Thursday, August 7, 2008

Sistem Pergaulan Dalam Islam

Sistem Pergaulan Dalam Islam

sistem-pergaulan-dalam-islam.jpgKLIK DI SINI 1::sistem-pergaulan-dalam-islam-1-50.pdf

KLIK DI SINI 2:sistem-pergaulan-dalam-islam-51-118.pdf

KLIK DI SINI 3:sistem-pergaulan-dalam-islam-119-202.pdf

KLIK DI SINI 4:sistem-pergaulan-dalam-islam-203-314.pdf

Banyak orang berlebihan menggunakan istilah an-nizhâm al-ijtimâ‘î untuk menyebut seluruh peraturan kehidupan bermasyarakat. Penggunaan istilah ini salah. Istilah yang lebih tepat untuk menyebut peraturan kehidupan bermasyarakat adalah anzhimah al-mujtama‘ (sistem sosial).
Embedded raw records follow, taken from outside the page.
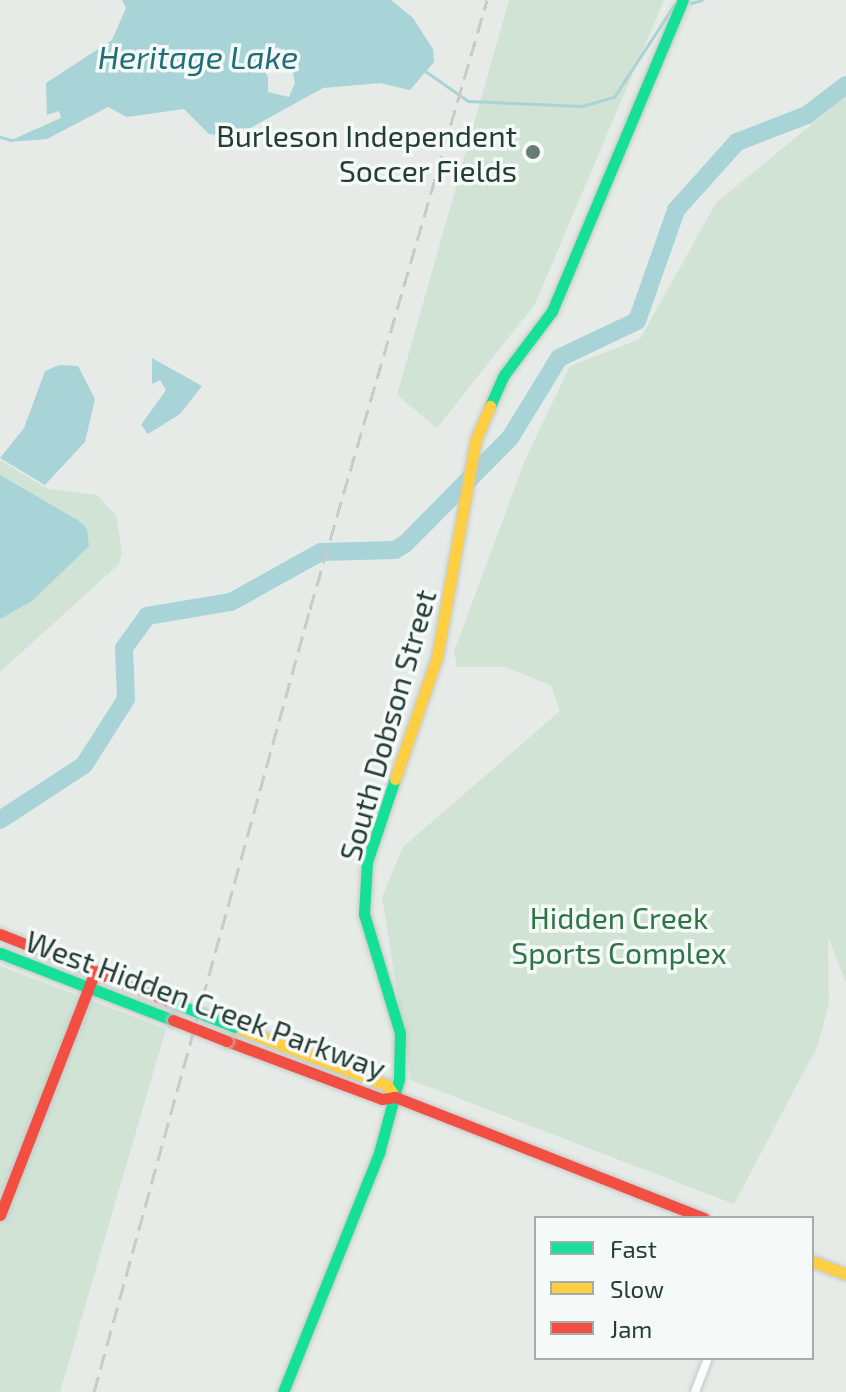 <!DOCTYPE html>
<html>
<head>
<meta charset="utf-8">
<style>
  body { margin:0 }
  #map { position:relative; width:846px; height:1392px; overflow:hidden; background:#e6ebe8; font-family:"Exo 2",sans-serif }
  div>[style] { position:absolute }
  .green>* { inset:0; background:#d0e3d5 }
  .water>* { inset:0; background:#a8d3d7 }
  .stream>* { height:3px; margin:-1.5px; padding:0 1.5px; transform-origin:1.5px; border-radius:1.5px; background:#a8d3d7 }
  .river>* { height:18px; margin:-9px; padding:0 9px; transform-origin:9px; border-radius:9px; background:#a8d3d7 }
  .roads { filter:drop-shadow(0 0 2px #c3c8c5) drop-shadow(0 0 2px #c3c8c5) }
  .street>* { height:8px; margin:-4px; padding:0 4px; transform-origin:4px; border-radius:4px; background:#fbfcfc }
  .fast>* { height:11px; margin:-5.5px; padding:0 5.5px; transform-origin:5.5px; border-radius:5.5px; background:#16e098 }
  .slow>* { height:11px; margin:-5.5px; padding:0 5.5px; transform-origin:5.5px; border-radius:5.5px; background:#ffcf43 }
  .jam>* { height:11px; margin:-5.5px; padding:0 5.5px; transform-origin:5.5px; border-radius:5.5px; background:#f24e42 }
  .rail>* { height:3px; margin-top:-1.5px; transform-origin:0; background:repeating-linear-gradient(90deg,#c7ccca 0 16px,transparent 0 24px) }
  .bridges { filter:drop-shadow(0 0 2px #c2c8c5) drop-shadow(0 0 2px #c2c8c5) }
  .fast-bridge>* { height:11px; margin:-5.5px; padding:0 5.5px; transform-origin:5.5px; border-radius:5.5px; background:#16e098 }
  .jam-bridge>* { height:11px; margin:-5.5px; padding:0 5.5px; transform-origin:5.5px; border-radius:5.5px; background:#f24e42 }
  .dots>* { width:22px; height:22px; translate:-50% -50%; box-sizing:border-box; border:4px solid #f5f9f7; border-radius:50% }
  span { translate:-50% -50%; white-space:nowrap; text-align:center; line-height:1.15; -webkit-text-stroke:7px #f5f9f7; paint-order:stroke }
  .poi-label { font-size:30px; color:#243e36 }
  .right { translate:-100% -50%; text-align:right }
  .street-label { font-size:30px; color:#243e36 }
  .park-label { font-size:30px; color:#2f7446 }
  .water-label { font-size:32px; color:#206e78; font-style:italic }
  .legend { position:absolute; left:534px; top:1216px; width:280px; height:144px; box-sizing:border-box; background:#f5f9f7; border:2px solid #a1aeaa; margin:0; padding:10px 14px; list-style:none; font-size:24px; color:#243e36 }
  .legend li { display:flex; align-items:center; gap:16px; height:40px }
  .legend b { width:40px; border:2px solid #a1aeaa }
</style>
</head>
<body>
<div id="map">
  <div class="green">
    <div style="clip-path:polygon(509px 0,664px 0,535px 304px,437px 428px,397px 395px)"></div>
    <div style="clip-path:polygon(846px 96px,846px 983px,828px 937px,829px 1003px,818px 1045px,734px 1204px,411px 1080px,382px 897px,403px 847px,560px 711px,551px 685px,504px 667px,457px 667px,454px 652px,525px 460px,570px 366px,640px 339px,716px 203px)"></div>
    <div style="clip-path:polygon(0 460px,48px 489px,97px 495px,116px 515px,122px 551px,119px 564px,0 672px)"></div>
    <div style="clip-path:polygon(0 966px,166px 1029px,60px 1392px,0 1392px)"></div>
  </div>
  <div class="water">
    <div style="clip-path:polygon(evenodd,122px 0,391px 0,413px 18px,433px 49px,434px 62px,410px 90px,380px 83px,323px 88px,234px 137px,209px 134px,184px 109px,127px 117px,108px 107px,47px 139px,7px 142px,61px 118px,59px 111px,47px 115px,46px 83px,112px 40px,126px 8px,122px 0,278px 47px,290px 59px,295px 83px,289px 97px,268px 92px,268px 77px,255px 55px,278px 47px)"></div>
    <div style="clip-path:polygon(152px 358px,202px 386px,180px 414px,148px 434px,141px 425px,166px 390px,160px 380px,152px 384px)"></div>
    <div style="clip-path:polygon(59px 365px,78px 366px,95px 399px,85px 442px,45px 485px,0 458px,24px 428px,45px 371px)"></div>
    <div style="clip-path:polygon(0 475px,79px 521px,87px 529px,89px 546px,32px 601px,0 619px)"></div>
  </div>
  <div class="stream">
    <div style="left:691px;top:3px;width:11px;rotate:-15deg"></div>
    <div style="left:425px;top:71px;width:52px;rotate:34.9deg"></div>
    <div style="left:468px;top:101px;width:114px;rotate:2.5deg"></div>
    <div style="left:582px;top:106px;width:33px;rotate:-16deg"></div>
    <div style="left:614px;top:97px;width:110px;rotate:-56.9deg"></div>
    <div style="left:0;top:137px;width:12px;rotate:14deg"></div>
  </div>
  <div class="river">
    <div style="left:0;top:820px;width:100px;rotate:-33.2deg"></div>
    <div style="left:84px;top:765px;width:78px;rotate:-57.5deg"></div>
    <div style="left:126px;top:699px;width:51px;rotate:-92.2deg"></div>
    <div style="left:124px;top:648px;width:39px;rotate:-54deg"></div>
    <div style="left:147px;top:616px;width:85px;rotate:-9.5deg"></div>
    <div style="left:231px;top:602px;width:103px;rotate:-29.1deg"></div>
    <div style="left:321px;top:552px;width:74px;rotate:-1.5deg"></div>
    <div style="left:395px;top:550px;width:12px;rotate:-31deg"></div>
    <div style="left:405px;top:544px;width:149px;rotate:-45.3deg"></div>
    <div style="left:510px;top:438px;width:94px;rotate:-58.5deg"></div>
    <div style="left:559px;top:358px;width:86px;rotate:-25.4deg"></div>
    <div style="left:637px;top:321px;width:118px;rotate:-70.6deg"></div>
    <div style="left:676px;top:210px;width:91px;rotate:-48.1deg"></div>
    <div style="left:737px;top:142px;width:75px;rotate:-21.1deg"></div>
    <div style="left:807px;top:115px;width:49px;rotate:-37.6deg"></div>
  </div>
  <div class="roads">
    <div class="street">
      <div style="left:695px;top:1392px;width:36px;rotate:-69deg"></div>
    </div>
    <div class="fast">
      <div style="left:490px;top:406px;width:34px;rotate:-66deg"></div>
      <div style="left:504px;top:375px;width:80px;rotate:-53.1deg"></div>
      <div style="left:552px;top:311px;width:337px;rotate:-67.2deg"></div>
      <div style="left:0;top:953px;width:186px;rotate:21.2deg"></div>
      <div style="left:283px;top:1392px;width:258px;rotate:-68.1deg"></div>
      <div style="left:379px;top:1153px;width:77px;rotate:-74.9deg"></div>
      <div style="left:399px;top:1079px;width:46px;rotate:-88.8deg"></div>
      <div style="left:400px;top:1033px;width:124px;rotate:-106.8deg"></div>
      <div style="left:364px;top:914px;width:52px;rotate:-86.7deg"></div>
      <div style="left:367px;top:862px;width:88px;rotate:-71.4deg"></div>
    </div>
    <div class="slow">
      <div style="left:395px;top:779px;width:129px;rotate:-71deg"></div>
      <div style="left:437px;top:657px;width:221px;rotate:-79.9deg"></div>
      <div style="left:476px;top:439px;width:36px;rotate:-67deg"></div>
      <div style="left:235px;top:1027px;width:163px;rotate:20.9deg"></div>
      <div style="left:387px;top:1085px;width:14px;rotate:56deg"></div>
      <div style="left:812px;top:1261px;width:36px;rotate:21deg"></div>
    </div>
    <div class="jam">
      <div style="left:0;top:934px;width:190px;rotate:21.6deg"></div>
      <div style="left:227px;top:1041px;width:165px;rotate:20.5deg"></div>
      <div style="left:382px;top:1099px;width:13px;rotate:-9deg"></div>
      <div style="left:395px;top:1097px;width:332px;rotate:21.4deg"></div>
      <div style="left:0;top:1215px;width:262px;rotate:-68.7deg"></div>
    </div>
  </div>
  <div class="rail">
    <div style="left:94px;top:1392px;width:812px;rotate:-74.58deg"></div>
    <div style="left:310px;top:609px;width:634px;rotate:-73.79deg"></div>
  </div>
  <div class="bridges">
    <div class="fast-bridge">
      <div style="left:177px;top:1004px;width:62px;rotate:21.6deg"></div>
    </div>
    <div class="jam-bridge">
      <div style="left:173px;top:1020px;width:58px;rotate:21.3deg"></div>
    </div>
  </div>
  <div class="dots">
    <div style="left:533px;top:152px;background:#687b74"></div>
  </div>
  <div class="poi-label">
    <span class="right" style="left:517px;top:152px">Burleson Independent<br>Soccer Fields</span>
  </div>
  <div class="street-label">
    <span style="left:387px;top:725px;rotate:-74deg">South Dobson Street</span>
    <span style="left:206px;top:1004px;rotate:20deg">West Hidden Creek Parkway</span>
  </div>
  <div class="park-label">
    <span style="left:619px;top:934px">Hidden Creek<br>Sports Complex</span>
  </div>
  <div class="water-label">
    <span style="left:198px;top:56px">Heritage Lake</span>
  </div>
  <ul class="legend">
  <li><b style="height:10px;background:#16e098"></b>Fast</li>
  <li><b style="height:10px;background:#ffcf43"></b>Slow</li>
  <li><b style="height:10px;background:#f24e42"></b>Jam</li>
  </ul>
</div>
</body>
</html>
Sebab sistem ini hakikatnya mengatur seluruh interaksi yang terjadi dalam suatu masyarakat tertentu tanpa memperhatikan ada-tidaknya aspek ijtimâ‘ (pergaulan/pertemuan pria-wanita, pen). Dalam sistem sosial, tidaklah diperhatikan adanya ijtimâ‘, karena yang dilihat hanyalah interaksi-interaksi yang ada. Dari sini, muncullah berbagai macam peraturan (sistem) yang bermacam-macam sesuai jenis dan perbedaan interaksinya, yang mencakup aspek ekonomi, pemerintahan, politik, pendidikan, pidana, mu’amalat, pembuktian, dan lain sebagainya. Dengan demikian, penggunaan istilah an-nizhâm al-ijtimâ‘î untuk menyebut sistem sosial tidaklah beralasan dan tidak sesuai dengan fakta. Lebih dari itu, kata al-ijtimâ‘î adalah kata sifat bagi sistem (nizham). Pengertiannya, sistem tersebut dibuat hendaknya untuk mengatur berbagai problem yang muncul dari ijtimâ‘ (pergaulan/pertemuan pria-wanita, pen) atau berbagai interaksi (‘alaqah) yang timbul dari ijtimâ‘ tersebut.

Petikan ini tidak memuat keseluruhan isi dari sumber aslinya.